Ces scanners permettent d’obtenir des voxels cubiques avec une résolution spatiale isotropique, contrairement aux scanners volumiques à acquisition hélicoïdale multicoupe (MSCT) (2). La taille du voxel diminuant proportionnellement avec le volume exploré, il est possible d’obtenir des résolutions de 0.3 à 0.08 mm avec une excellente résolution spatiale dans tous les plans. Les doses d’irradiation en CT conventionnel sont très variables en fonction des appareils, des protocoles utilisés, de la région explorée, de l’épaisseur de coupe, etc…rendant les comparaisons difficiles. Il est toutefois possible d’affirmer que le CBCT, utilisé à bon escient, est à l’origine d’une réduction non négligeable des doses délivrées. A titre d’exemple, le cone beam dentaire peut délivrer, pour le mode “haute résolution” des doses 3 à 4 fois inférieures aux doses habituellement délivrées par un scanner hélicoïdal (1). Toutefois, les doses d’irradiation réduites, sont à l’origine d’une faible résolution en contraste, limitant fortement l’analyse des parties molles.
Alors, à quoi ça sert ?
Les qualités intrinsèques de l’imagerie cone beam (isotropie des voxels et faible susceptibilité aux artéfacts métalliques), lorsqu’elle est réalisée en haute résolution, se prêtent particulièrement bien à l’étude de la structure osseuse fine avec une précision de l’image que n’atteignent actuellement pas les meilleurs scanners. L’acquisition d’un volume autorise, dans un deuxième temps, des reconstructions panoramiques, 3D, de surface ou multiplanaires.
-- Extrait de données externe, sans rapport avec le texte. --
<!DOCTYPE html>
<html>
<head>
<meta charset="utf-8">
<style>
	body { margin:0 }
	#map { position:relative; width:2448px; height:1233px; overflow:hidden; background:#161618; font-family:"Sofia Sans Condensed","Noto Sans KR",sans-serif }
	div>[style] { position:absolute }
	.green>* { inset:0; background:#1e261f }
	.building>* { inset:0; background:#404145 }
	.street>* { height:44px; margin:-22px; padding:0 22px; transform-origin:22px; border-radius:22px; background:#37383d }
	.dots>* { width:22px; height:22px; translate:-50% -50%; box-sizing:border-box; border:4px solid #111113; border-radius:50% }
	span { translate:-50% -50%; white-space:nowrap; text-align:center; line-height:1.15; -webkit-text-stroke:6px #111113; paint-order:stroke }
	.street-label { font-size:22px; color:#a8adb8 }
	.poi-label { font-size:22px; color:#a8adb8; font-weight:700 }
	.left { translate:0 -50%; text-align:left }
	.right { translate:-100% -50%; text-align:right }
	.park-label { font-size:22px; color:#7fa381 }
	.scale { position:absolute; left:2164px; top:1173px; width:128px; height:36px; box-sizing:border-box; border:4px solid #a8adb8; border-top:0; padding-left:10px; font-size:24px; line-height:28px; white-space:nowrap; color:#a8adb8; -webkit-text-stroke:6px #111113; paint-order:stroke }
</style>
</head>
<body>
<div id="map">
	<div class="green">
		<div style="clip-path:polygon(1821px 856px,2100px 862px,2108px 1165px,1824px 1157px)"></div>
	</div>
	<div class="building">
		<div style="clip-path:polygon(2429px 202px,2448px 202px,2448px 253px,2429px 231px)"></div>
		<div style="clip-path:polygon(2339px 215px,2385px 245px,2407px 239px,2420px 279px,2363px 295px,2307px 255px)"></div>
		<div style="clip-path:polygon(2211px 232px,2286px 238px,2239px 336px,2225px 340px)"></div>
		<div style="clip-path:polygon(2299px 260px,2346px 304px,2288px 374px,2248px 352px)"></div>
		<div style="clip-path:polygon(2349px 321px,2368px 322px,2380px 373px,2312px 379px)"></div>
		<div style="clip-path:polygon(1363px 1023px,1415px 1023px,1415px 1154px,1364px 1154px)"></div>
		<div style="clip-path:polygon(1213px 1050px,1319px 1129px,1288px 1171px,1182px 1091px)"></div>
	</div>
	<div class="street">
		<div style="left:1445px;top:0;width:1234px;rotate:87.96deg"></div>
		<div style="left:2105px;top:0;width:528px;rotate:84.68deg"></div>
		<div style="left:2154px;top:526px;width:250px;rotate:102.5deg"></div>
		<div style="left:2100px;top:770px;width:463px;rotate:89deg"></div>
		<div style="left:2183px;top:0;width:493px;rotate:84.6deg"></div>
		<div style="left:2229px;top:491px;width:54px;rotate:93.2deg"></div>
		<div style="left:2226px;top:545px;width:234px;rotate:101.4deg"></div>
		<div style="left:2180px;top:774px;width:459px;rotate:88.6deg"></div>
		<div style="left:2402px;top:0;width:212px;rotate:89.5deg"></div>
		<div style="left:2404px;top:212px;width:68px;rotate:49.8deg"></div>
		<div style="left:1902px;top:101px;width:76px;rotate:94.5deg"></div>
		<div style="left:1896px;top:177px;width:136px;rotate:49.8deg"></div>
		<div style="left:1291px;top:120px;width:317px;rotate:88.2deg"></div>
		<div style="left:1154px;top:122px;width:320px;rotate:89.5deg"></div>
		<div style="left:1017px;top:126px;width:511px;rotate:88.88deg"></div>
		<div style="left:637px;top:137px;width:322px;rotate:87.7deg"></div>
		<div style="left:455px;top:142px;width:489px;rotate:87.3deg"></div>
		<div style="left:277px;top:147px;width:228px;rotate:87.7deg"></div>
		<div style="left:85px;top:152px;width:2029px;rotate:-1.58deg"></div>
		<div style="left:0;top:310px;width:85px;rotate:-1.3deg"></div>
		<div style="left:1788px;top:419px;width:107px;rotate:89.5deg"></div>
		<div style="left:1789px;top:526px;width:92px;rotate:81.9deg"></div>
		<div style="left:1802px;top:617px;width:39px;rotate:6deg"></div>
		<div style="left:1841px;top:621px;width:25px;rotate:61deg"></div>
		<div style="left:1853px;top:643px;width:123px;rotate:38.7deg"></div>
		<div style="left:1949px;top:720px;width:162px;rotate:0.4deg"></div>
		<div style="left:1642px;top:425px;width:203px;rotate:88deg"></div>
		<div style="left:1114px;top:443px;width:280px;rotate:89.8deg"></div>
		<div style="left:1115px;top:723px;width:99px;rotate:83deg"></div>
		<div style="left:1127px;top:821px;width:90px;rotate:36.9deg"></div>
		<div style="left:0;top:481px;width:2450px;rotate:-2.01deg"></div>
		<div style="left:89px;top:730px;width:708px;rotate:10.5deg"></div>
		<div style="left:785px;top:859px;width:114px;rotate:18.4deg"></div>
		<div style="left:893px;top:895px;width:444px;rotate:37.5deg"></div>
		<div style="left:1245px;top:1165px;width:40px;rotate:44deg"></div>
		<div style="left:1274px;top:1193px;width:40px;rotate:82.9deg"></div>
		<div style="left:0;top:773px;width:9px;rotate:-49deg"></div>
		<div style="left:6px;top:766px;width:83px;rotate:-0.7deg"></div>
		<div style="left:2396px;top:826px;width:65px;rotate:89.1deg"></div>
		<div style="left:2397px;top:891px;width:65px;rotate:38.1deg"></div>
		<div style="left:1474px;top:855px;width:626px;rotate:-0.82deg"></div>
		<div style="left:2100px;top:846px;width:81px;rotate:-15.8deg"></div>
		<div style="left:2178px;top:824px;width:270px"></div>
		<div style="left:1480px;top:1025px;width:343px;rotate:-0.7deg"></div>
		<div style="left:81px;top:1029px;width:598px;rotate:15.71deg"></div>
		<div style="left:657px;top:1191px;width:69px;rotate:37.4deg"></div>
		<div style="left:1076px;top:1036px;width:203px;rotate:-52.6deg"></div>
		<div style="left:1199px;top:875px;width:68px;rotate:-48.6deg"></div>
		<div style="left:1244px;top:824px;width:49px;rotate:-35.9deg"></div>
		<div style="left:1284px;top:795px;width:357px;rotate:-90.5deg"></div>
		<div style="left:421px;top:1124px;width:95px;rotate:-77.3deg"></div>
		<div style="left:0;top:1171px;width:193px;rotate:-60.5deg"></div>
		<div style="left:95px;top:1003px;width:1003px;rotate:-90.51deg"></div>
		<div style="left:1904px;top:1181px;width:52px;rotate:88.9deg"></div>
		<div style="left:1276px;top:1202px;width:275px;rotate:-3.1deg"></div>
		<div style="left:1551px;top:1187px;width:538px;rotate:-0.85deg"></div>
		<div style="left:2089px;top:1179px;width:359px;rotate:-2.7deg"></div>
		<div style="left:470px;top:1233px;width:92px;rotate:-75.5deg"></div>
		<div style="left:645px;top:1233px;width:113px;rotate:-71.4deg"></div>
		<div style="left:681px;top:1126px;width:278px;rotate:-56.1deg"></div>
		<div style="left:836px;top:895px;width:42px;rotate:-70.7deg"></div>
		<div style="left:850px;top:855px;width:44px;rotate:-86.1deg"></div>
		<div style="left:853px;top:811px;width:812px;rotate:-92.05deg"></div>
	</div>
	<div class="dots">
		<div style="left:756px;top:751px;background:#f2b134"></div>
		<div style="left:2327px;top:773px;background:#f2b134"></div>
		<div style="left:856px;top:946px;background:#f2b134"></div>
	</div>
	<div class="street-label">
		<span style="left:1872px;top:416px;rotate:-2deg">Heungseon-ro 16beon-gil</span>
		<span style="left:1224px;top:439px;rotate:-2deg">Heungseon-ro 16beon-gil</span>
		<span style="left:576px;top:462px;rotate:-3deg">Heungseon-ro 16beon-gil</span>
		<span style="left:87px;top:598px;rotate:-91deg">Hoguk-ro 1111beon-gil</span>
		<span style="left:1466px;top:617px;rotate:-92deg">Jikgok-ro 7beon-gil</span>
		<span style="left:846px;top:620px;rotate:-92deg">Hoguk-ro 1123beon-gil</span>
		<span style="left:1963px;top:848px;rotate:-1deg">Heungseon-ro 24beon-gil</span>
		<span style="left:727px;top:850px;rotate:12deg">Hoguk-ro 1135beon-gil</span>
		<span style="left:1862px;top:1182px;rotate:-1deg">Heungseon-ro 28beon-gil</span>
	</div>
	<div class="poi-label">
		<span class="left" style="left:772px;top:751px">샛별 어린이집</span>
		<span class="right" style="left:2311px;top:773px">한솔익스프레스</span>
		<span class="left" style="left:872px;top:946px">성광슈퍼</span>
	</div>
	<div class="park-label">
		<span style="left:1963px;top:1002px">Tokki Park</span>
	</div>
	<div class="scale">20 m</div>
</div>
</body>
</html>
Quand faire un Cone Beam CT ?
En pathologie ORL
L’imagerie est d’une aide indispensable pour l’analyse anatomique fine, surtout dans les territoires ou les structures osseuses et vasculaires sont particulièrement complexes. Dans ce sens le CBCT est un outil très utile et a été évalué pour l’étude des cavités naso-sinusiennes, des rochers et de la base du crâne. Ses limites se trouvent au niveau d’une diminution du rapport signal sur bruit et de sa faible résolution en contraste le rendant inutile pour l’étude des parties molles, notamment en cas de tumeur.
Pathologie naso-sinusienne.
Cette technique est très performante pour l’étude des processus inflammatoires et infectieux du massif facial. Ses qualités propres dans l’exploration des pathologies dentaires, autorisent le dépistage des sinusites d’origine dentaire avec une précision impossible à obtenir au scanner.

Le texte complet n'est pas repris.